[THE PROBLEM]
Find the line in the data below that contains "Describe the street". Return that line and all the lines after it, unchanged.

RECORDS PROVIDED section start

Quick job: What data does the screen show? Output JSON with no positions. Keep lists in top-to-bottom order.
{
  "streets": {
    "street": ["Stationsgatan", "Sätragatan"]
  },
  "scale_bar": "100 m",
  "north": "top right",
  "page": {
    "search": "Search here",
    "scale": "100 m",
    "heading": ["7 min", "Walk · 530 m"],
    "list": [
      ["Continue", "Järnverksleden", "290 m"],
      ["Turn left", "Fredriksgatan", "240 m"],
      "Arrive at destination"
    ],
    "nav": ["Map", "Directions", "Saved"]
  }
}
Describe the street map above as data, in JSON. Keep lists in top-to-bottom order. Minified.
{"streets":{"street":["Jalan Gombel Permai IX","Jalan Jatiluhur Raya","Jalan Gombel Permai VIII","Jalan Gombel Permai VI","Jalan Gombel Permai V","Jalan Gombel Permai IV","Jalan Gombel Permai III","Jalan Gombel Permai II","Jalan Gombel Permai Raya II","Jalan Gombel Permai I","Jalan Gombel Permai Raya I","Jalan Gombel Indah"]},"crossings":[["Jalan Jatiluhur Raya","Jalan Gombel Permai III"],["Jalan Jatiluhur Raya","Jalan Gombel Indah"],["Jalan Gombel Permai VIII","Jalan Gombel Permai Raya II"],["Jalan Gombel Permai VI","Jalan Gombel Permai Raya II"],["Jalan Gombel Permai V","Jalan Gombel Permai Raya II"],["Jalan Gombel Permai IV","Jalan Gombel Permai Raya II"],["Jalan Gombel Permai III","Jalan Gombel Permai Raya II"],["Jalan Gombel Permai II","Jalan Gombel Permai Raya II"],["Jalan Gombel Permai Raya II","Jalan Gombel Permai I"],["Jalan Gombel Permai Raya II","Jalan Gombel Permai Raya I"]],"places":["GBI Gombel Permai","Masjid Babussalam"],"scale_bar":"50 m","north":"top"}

RECORDS PROVIDED section end

[RESPONSE FOR THIS EXERCISE]
Describe the street map above as data, in JSON. Keep lists in top-to-bottom order. Minified.
{"streets":{"street":["Jalan Gombel Permai IX","Jalan Jatiluhur Raya","Jalan Gombel Permai VIII","Jalan Gombel Permai VI","Jalan Gombel Permai V","Jalan Gombel Permai IV","Jalan Gombel Permai III","Jalan Gombel Permai II","Jalan Gombel Permai Raya II","Jalan Gombel Permai I","Jalan Gombel Permai Raya I","Jalan Gombel Indah"]},"crossings":[["Jalan Jatiluhur Raya","Jalan Gombel Permai III"],["Jalan Jatiluhur Raya","Jalan Gombel Indah"],["Jalan Gombel Permai VIII","Jalan Gombel Permai Raya II"],["Jalan Gombel Permai VI","Jalan Gombel Permai Raya II"],["Jalan Gombel Permai V","Jalan Gombel Permai Raya II"],["Jalan Gombel Permai IV","Jalan Gombel Permai Raya II"],["Jalan Gombel Permai III","Jalan Gombel Permai Raya II"],["Jalan Gombel Permai II","Jalan Gombel Permai Raya II"],["Jalan Gombel Permai Raya II","Jalan Gombel Permai I"],["Jalan Gombel Permai Raya II","Jalan Gombel Permai Raya I"]],"places":["GBI Gombel Permai","Masjid Babussalam"],"scale_bar":"50 m","north":"top"}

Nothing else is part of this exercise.